Angefangen hatte Scherschanski in der Tischlerei am Glockenstein am 1. April 1967 unter Johann Oetken als Lehrling. 1982 übernahm Kurt Oetken die Geschäftsführung, seit 2006 ist Kai Oetken am Ruder. Letzterer kann sich den Betrieb ohne Scherschanski nicht vorstellen – schließlich war der bereits im Unternehmen tätig, als er selbst das Licht der Welt erblickte. „Er ist ein Teil unserer Familie“, sagt Oetken über Scherschanski.

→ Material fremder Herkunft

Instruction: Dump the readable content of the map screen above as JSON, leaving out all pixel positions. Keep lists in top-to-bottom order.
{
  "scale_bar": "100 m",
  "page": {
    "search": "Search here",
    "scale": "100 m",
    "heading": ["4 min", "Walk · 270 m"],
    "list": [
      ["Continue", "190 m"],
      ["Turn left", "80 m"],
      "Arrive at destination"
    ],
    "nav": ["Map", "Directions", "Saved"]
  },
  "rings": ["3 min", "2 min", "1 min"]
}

An seinem Gesellen schätzt der Tischlermeister dessen „ruhige und besonnene Art“ und sein enormes Pflichtbewusstsein. Viele Kunden hätten ganz gezielt Scherschanski um Rat gefragt. Und noch etwas lobt der Chef: Scherschanski sei immer mit der Zeit gegangen. War er unter seinen ersten beiden Chefs noch überwiegend mit der Fertigung von Fenstern und Türen beschäftigt, so hatte er sich in jüngeren Jahren komplett auf die Möbeltischlerei umstellen und dafür den Umgang mit dem computergesteuerten Bohr- und Fräszentrum erlernen müssen.

Auch seine Kollegen bringen Scherschanski viel Wertschätzung entgegen. In einem Gedicht ließ Geselle Christian Febert am Donnerstag die gemeinsame Zeit mit „Manni“ Revue passieren.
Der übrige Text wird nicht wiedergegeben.